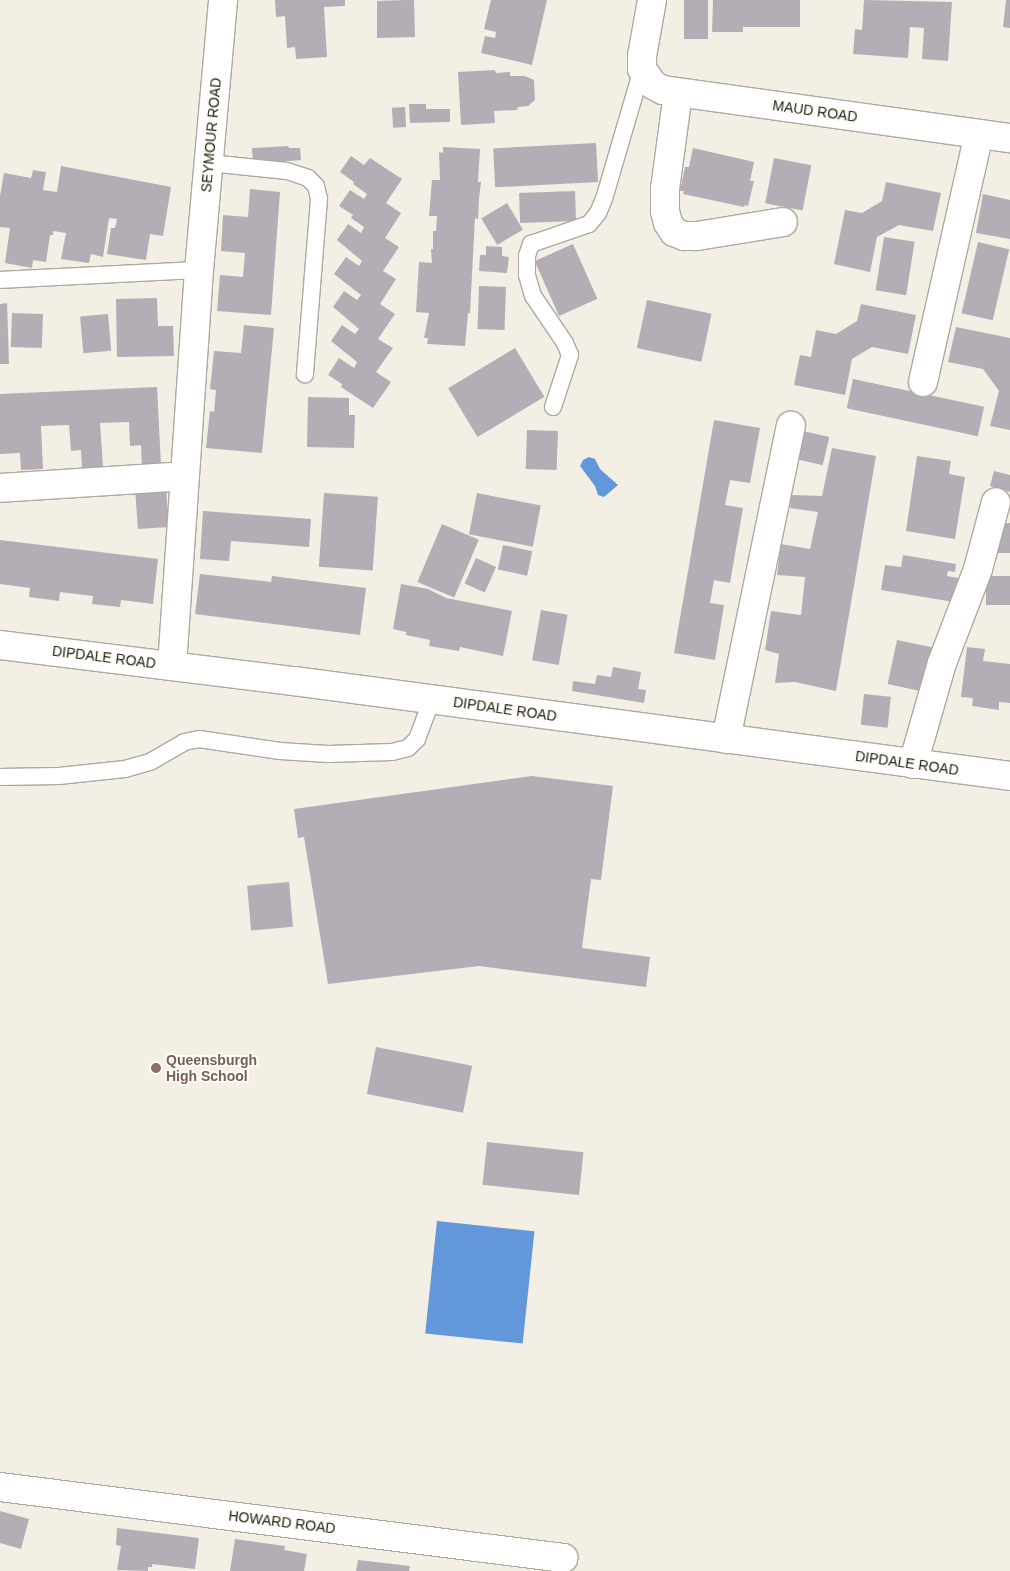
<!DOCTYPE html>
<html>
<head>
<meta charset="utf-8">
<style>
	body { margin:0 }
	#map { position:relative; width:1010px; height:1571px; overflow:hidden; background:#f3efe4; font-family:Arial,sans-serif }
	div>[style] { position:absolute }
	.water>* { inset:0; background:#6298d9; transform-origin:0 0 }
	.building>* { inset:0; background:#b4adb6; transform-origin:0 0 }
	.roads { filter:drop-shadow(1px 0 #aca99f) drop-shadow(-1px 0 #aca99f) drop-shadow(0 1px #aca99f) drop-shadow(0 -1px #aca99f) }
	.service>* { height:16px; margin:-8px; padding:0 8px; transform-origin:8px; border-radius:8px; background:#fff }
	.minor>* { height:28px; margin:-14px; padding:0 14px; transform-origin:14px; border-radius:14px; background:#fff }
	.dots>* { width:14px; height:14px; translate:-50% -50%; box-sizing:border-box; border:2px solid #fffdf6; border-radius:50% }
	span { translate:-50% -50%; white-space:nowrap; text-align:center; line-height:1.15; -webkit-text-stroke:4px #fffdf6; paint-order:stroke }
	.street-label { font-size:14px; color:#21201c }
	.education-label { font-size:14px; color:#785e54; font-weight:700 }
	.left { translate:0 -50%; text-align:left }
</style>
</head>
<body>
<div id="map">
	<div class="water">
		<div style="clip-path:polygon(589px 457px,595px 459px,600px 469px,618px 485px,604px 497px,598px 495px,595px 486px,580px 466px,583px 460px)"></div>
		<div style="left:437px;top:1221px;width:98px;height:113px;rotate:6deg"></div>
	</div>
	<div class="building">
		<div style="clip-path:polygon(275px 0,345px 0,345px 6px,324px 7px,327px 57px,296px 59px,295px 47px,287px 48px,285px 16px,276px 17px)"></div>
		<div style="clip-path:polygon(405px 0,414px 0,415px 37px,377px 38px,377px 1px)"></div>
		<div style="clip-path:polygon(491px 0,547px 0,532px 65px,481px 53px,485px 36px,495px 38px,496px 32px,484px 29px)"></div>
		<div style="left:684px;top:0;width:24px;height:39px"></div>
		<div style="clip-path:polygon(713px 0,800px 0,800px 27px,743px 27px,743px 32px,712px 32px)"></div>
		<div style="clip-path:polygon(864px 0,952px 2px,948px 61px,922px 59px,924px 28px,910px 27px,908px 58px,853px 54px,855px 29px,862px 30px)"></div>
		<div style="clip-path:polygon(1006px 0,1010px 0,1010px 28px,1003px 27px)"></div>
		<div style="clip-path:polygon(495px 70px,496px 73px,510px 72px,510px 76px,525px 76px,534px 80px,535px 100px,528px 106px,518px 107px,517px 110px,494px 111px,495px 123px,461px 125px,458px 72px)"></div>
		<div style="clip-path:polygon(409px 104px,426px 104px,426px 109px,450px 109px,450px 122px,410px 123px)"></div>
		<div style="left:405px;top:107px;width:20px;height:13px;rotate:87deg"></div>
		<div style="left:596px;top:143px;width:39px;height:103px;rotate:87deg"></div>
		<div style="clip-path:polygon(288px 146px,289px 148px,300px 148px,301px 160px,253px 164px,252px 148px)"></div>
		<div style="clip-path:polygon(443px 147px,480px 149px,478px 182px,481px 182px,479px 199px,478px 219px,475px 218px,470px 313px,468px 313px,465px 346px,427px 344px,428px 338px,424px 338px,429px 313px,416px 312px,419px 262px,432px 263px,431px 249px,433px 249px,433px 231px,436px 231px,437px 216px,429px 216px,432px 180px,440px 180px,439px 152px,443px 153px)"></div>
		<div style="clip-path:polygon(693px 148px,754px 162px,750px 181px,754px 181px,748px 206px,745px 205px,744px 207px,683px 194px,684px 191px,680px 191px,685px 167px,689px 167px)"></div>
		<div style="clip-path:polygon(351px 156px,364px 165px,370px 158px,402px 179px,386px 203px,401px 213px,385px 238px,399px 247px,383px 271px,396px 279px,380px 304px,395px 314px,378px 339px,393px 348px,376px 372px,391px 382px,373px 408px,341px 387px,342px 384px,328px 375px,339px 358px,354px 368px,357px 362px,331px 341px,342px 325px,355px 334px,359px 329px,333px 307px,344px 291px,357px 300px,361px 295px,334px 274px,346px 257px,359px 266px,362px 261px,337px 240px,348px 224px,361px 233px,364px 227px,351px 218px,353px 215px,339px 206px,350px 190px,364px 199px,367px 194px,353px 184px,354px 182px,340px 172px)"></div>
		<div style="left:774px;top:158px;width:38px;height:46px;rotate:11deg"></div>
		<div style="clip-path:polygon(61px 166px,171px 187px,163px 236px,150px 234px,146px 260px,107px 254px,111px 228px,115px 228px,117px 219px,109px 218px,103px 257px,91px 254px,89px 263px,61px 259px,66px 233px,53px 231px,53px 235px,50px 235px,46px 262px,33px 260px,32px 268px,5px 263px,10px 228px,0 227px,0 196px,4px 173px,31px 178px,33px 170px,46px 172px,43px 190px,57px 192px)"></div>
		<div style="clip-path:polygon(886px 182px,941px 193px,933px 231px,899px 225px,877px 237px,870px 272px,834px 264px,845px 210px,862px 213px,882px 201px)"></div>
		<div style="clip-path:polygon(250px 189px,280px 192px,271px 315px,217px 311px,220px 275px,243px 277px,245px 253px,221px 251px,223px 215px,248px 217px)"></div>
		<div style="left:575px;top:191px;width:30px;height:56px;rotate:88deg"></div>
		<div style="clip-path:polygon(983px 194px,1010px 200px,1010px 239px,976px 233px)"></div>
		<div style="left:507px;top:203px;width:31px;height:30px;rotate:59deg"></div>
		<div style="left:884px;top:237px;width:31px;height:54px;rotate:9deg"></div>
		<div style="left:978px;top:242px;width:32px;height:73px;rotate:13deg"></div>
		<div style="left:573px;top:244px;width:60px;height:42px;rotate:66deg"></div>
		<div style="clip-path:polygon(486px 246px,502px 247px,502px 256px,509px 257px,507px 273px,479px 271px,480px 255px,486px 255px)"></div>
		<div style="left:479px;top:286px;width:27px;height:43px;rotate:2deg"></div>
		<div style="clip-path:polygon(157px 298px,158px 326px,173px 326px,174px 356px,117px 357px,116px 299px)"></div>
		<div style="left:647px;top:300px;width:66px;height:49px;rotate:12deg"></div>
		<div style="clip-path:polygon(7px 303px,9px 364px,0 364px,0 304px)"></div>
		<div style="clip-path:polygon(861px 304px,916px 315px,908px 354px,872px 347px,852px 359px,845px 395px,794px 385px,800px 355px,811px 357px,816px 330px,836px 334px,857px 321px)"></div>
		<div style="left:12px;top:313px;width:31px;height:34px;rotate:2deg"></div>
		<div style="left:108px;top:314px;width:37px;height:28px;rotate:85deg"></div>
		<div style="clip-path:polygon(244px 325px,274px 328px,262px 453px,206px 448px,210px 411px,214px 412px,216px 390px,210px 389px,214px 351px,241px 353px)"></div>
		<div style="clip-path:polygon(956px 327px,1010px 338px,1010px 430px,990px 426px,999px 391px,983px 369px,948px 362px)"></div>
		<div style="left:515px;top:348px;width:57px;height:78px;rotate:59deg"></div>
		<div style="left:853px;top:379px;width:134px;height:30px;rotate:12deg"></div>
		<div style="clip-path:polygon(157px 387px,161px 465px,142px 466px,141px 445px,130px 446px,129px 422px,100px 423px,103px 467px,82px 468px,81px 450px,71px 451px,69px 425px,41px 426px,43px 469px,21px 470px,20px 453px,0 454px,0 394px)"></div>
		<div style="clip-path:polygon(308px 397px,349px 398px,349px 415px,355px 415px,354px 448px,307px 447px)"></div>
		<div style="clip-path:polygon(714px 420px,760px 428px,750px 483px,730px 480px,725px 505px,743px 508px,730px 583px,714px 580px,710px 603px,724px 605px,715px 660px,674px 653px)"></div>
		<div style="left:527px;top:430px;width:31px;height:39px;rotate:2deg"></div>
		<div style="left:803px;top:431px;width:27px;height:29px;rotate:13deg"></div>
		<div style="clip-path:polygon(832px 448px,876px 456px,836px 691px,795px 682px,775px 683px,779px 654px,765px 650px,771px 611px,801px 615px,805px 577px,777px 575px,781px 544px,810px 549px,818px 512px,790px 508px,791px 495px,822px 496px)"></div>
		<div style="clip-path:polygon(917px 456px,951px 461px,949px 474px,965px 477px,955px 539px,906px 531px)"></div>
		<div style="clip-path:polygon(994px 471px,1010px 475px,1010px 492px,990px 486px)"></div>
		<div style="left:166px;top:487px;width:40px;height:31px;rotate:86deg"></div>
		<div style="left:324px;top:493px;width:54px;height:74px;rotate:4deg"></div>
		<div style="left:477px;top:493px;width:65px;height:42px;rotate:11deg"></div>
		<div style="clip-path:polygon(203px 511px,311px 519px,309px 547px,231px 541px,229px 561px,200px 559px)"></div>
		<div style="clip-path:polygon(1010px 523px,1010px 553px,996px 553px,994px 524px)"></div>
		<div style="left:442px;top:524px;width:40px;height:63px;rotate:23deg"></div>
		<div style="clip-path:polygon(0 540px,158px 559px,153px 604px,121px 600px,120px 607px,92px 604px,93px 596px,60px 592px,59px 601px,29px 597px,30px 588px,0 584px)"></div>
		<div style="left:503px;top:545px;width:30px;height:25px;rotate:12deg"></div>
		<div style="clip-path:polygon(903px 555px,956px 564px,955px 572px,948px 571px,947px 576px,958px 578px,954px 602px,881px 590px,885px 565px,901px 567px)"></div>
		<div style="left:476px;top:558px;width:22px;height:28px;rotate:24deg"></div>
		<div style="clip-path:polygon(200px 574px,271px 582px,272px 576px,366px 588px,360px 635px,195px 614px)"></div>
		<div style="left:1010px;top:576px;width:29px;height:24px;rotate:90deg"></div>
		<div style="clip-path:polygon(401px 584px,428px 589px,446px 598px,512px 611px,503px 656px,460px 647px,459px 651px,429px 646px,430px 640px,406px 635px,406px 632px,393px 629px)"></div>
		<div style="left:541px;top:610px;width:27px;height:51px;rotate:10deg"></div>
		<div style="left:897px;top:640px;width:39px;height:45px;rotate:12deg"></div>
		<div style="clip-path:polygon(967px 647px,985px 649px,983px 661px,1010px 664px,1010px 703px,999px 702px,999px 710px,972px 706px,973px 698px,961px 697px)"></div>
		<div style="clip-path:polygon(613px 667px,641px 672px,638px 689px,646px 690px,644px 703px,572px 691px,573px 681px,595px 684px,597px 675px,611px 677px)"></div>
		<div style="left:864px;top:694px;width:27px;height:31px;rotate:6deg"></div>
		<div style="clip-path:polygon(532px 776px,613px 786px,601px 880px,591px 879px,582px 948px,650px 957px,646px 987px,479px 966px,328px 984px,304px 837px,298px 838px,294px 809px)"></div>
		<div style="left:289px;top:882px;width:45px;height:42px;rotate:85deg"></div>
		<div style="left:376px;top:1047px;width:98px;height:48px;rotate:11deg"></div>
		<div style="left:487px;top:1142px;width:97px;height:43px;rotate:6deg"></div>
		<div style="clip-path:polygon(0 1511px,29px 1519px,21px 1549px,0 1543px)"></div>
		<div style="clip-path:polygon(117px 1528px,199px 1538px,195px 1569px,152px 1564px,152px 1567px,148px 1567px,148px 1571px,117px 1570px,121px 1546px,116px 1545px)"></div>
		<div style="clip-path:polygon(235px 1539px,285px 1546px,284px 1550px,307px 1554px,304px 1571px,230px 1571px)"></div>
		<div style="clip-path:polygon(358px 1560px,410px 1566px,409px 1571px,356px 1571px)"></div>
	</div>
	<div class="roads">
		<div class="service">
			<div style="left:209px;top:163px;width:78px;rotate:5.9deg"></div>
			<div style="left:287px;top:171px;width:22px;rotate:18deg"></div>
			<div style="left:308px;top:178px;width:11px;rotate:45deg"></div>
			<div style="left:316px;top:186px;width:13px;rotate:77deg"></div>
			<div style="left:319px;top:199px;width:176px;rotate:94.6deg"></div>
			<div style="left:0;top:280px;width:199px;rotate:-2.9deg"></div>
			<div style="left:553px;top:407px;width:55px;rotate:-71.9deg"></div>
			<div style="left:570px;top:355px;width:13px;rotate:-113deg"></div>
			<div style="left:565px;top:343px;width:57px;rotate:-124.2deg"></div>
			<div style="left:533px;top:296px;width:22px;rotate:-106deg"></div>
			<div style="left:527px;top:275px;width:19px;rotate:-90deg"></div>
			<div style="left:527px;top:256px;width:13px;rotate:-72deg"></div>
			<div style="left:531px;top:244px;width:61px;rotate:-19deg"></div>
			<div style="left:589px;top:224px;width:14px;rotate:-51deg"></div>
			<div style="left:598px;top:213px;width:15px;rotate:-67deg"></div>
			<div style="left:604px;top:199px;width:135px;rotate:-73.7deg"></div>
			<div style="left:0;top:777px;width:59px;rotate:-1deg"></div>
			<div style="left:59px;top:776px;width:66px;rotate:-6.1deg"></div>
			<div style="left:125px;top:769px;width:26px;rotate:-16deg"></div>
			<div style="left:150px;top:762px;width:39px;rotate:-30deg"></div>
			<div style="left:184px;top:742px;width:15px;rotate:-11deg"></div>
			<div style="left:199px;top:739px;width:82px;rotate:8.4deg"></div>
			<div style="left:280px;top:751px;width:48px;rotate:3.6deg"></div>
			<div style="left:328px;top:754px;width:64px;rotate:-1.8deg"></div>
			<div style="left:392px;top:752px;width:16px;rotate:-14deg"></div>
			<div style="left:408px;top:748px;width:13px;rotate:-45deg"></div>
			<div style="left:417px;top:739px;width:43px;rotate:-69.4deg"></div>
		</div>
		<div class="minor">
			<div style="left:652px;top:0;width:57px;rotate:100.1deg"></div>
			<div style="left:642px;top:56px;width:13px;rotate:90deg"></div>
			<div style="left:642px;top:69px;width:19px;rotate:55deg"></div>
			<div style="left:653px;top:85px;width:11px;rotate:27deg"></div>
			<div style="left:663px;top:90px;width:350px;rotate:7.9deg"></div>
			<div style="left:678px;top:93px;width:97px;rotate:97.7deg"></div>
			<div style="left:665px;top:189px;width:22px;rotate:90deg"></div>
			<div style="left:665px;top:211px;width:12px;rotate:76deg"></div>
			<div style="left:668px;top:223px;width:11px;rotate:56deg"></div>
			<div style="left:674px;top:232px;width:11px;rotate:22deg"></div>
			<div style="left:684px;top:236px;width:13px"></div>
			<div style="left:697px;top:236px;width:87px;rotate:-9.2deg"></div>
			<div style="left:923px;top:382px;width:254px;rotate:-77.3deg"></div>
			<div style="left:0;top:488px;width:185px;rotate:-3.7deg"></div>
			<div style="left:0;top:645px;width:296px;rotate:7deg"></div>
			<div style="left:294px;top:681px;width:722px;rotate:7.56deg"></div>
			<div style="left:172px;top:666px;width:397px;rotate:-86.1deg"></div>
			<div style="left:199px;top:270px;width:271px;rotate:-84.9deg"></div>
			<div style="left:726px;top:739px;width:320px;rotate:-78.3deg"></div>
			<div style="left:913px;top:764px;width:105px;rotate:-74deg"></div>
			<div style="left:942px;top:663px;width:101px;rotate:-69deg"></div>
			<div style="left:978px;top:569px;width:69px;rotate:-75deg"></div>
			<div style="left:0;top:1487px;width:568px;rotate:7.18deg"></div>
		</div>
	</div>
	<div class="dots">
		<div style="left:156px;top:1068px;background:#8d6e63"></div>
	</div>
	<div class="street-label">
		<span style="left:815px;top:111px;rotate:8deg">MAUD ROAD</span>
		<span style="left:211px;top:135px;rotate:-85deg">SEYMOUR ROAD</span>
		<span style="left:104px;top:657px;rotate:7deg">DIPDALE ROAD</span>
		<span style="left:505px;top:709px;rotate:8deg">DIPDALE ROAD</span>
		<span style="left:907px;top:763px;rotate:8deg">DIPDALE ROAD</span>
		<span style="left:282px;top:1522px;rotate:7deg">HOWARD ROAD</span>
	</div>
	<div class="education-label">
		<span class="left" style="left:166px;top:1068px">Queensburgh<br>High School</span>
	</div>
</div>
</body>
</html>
※ ※ ※
Your response should be the lines of the entries above that include the string "service".

SOLUTION FOR THIS TASK:
	.service>* { height:16px; margin:-8px; padding:0 8px; transform-origin:8px; border-radius:8px; background:#fff }
		<div class="service">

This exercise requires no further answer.